## INSTRUCTIONS FOR THE TASK
Your job with the data below: print everything from the line that holds "M1248,74l24,23 -29,30 -24,-23z" down to the line that holds "M501,448l25,14 -18,33 -25,-14z", ends included, exactly, and nothing else.

[[ INPUT, beginning ]]

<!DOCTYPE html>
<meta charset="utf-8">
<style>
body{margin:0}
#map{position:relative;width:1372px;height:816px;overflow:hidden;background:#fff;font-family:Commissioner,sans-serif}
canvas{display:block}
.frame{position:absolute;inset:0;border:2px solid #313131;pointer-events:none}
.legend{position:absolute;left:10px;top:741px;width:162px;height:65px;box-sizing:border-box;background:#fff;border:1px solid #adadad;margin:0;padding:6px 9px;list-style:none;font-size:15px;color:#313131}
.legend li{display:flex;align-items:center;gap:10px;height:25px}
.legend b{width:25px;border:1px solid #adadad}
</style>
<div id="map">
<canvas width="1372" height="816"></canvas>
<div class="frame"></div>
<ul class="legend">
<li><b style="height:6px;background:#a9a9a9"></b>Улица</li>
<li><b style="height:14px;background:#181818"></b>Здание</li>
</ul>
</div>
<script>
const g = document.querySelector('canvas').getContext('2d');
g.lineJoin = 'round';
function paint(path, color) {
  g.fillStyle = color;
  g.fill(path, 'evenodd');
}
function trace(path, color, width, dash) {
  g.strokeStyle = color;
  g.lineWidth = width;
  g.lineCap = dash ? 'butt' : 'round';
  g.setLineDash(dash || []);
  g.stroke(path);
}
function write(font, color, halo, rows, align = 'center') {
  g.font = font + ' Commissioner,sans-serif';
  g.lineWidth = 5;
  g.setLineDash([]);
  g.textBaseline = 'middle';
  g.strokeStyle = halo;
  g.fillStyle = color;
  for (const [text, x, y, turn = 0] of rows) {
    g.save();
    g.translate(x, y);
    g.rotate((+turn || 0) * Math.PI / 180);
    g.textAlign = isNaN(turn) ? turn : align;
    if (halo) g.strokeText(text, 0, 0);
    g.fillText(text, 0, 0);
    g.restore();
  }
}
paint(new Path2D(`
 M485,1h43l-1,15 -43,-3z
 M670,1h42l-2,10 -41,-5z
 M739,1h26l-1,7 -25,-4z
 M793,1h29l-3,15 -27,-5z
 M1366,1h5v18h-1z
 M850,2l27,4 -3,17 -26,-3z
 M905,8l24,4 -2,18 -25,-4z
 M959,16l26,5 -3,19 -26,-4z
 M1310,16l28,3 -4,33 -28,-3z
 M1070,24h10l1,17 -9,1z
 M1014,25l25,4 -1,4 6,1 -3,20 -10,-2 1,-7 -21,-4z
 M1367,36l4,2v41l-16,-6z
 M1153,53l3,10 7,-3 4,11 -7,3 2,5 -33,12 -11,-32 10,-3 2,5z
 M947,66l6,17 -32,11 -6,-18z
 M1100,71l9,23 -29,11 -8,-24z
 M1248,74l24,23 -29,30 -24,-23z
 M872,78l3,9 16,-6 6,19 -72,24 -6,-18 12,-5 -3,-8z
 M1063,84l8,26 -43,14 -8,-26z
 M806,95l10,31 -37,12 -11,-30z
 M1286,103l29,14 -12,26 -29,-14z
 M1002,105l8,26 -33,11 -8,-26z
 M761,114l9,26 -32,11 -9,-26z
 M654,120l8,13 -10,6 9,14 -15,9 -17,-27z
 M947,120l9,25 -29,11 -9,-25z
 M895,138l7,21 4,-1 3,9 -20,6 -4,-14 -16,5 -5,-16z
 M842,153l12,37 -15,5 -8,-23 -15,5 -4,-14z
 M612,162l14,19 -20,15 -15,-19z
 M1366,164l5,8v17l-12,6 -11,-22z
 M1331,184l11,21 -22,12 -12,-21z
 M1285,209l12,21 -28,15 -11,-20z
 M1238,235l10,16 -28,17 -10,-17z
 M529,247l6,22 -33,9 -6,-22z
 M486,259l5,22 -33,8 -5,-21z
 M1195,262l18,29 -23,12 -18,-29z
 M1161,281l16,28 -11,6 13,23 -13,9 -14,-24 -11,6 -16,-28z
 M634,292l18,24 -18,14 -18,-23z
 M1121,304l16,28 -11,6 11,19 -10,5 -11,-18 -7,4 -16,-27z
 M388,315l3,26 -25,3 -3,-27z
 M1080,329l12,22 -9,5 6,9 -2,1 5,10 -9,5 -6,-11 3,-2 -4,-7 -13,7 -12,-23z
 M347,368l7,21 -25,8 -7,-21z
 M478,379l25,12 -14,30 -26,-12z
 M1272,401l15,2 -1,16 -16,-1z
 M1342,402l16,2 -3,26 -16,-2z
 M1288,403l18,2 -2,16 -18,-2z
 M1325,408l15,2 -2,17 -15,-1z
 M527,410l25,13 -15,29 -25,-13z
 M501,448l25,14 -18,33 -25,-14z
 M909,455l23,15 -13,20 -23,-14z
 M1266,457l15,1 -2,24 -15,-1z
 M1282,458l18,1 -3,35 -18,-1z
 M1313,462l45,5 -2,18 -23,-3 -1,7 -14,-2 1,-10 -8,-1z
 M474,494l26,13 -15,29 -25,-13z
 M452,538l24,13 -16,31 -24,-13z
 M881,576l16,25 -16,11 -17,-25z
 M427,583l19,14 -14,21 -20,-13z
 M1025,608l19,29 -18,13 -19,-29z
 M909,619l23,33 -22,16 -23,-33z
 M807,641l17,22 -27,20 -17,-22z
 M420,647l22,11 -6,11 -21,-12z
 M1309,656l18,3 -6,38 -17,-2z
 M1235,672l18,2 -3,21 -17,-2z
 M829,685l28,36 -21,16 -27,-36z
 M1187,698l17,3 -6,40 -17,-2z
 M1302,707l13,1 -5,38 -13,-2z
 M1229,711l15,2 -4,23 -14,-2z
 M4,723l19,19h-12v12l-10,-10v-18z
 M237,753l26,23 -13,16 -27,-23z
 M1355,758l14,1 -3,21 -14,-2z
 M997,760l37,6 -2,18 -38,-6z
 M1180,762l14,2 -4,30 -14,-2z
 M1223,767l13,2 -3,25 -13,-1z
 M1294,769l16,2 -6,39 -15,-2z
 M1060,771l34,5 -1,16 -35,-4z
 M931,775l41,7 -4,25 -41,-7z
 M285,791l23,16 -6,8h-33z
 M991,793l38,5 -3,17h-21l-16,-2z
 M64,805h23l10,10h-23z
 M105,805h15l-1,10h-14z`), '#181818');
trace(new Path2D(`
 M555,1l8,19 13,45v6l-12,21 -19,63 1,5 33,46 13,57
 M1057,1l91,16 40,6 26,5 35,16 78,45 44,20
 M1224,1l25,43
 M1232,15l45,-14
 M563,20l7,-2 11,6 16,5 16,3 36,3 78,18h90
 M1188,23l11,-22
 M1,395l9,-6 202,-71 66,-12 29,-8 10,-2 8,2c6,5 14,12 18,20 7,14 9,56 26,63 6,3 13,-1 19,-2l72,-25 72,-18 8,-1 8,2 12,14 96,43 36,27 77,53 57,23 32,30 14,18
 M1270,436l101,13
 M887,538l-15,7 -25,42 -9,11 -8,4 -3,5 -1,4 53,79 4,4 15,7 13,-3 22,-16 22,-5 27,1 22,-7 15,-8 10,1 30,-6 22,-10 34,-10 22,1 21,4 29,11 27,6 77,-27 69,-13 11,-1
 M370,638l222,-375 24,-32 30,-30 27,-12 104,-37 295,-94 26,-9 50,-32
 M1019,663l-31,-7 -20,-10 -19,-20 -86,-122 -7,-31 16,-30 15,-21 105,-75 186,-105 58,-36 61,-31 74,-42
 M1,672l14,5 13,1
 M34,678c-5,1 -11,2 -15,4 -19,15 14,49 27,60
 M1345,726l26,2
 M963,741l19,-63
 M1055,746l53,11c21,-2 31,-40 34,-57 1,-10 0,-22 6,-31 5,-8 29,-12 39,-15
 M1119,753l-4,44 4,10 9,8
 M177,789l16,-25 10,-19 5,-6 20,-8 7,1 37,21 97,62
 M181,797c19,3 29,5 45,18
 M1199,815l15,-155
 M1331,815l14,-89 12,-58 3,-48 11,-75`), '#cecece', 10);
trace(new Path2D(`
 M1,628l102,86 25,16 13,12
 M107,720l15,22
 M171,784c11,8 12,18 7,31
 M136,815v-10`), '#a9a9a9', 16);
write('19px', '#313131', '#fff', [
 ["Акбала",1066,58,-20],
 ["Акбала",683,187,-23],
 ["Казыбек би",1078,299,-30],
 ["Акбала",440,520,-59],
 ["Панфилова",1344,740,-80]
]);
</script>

[[ INPUT, end ]]

## ANSWER TO THIS PROBLEM
 M1248,74l24,23 -29,30 -24,-23z
 M872,78l3,9 16,-6 6,19 -72,24 -6,-18 12,-5 -3,-8z
 M1063,84l8,26 -43,14 -8,-26z
 M806,95l10,31 -37,12 -11,-30z
 M1286,103l29,14 -12,26 -29,-14z
 M1002,105l8,26 -33,11 -8,-26z
 M761,114l9,26 -32,11 -9,-26z
 M654,120l8,13 -10,6 9,14 -15,9 -17,-27z
 M947,120l9,25 -29,11 -9,-25z
 M895,138l7,21 4,-1 3,9 -20,6 -4,-14 -16,5 -5,-16z
 M842,153l12,37 -15,5 -8,-23 -15,5 -4,-14z
 M612,162l14,19 -20,15 -15,-19z
 M1366,164l5,8v17l-12,6 -11,-22z
 M1331,184l11,21 -22,12 -12,-21z
 M1285,209l12,21 -28,15 -11,-20z
 M1238,235l10,16 -28,17 -10,-17z
 M529,247l6,22 -33,9 -6,-22z
 M486,259l5,22 -33,8 -5,-21z
 M1195,262l18,29 -23,12 -18,-29z
 M1161,281l16,28 -11,6 13,23 -13,9 -14,-24 -11,6 -16,-28z
 M634,292l18,24 -18,14 -18,-23z
 M1121,304l16,28 -11,6 11,19 -10,5 -11,-18 -7,4 -16,-27z
 M388,315l3,26 -25,3 -3,-27z
 M1080,329l12,22 -9,5 6,9 -2,1 5,10 -9,5 -6,-11 3,-2 -4,-7 -13,7 -12,-23z
 M347,368l7,21 -25,8 -7,-21z
 M478,379l25,12 -14,30 -26,-12z
 M1272,401l15,2 -1,16 -16,-1z
 M1342,402l16,2 -3,26 -16,-2z
 M1288,403l18,2 -2,16 -18,-2z
 M1325,408l15,2 -2,17 -15,-1z
 M527,410l25,13 -15,29 -25,-13z
 M501,448l25,14 -18,33 -25,-14z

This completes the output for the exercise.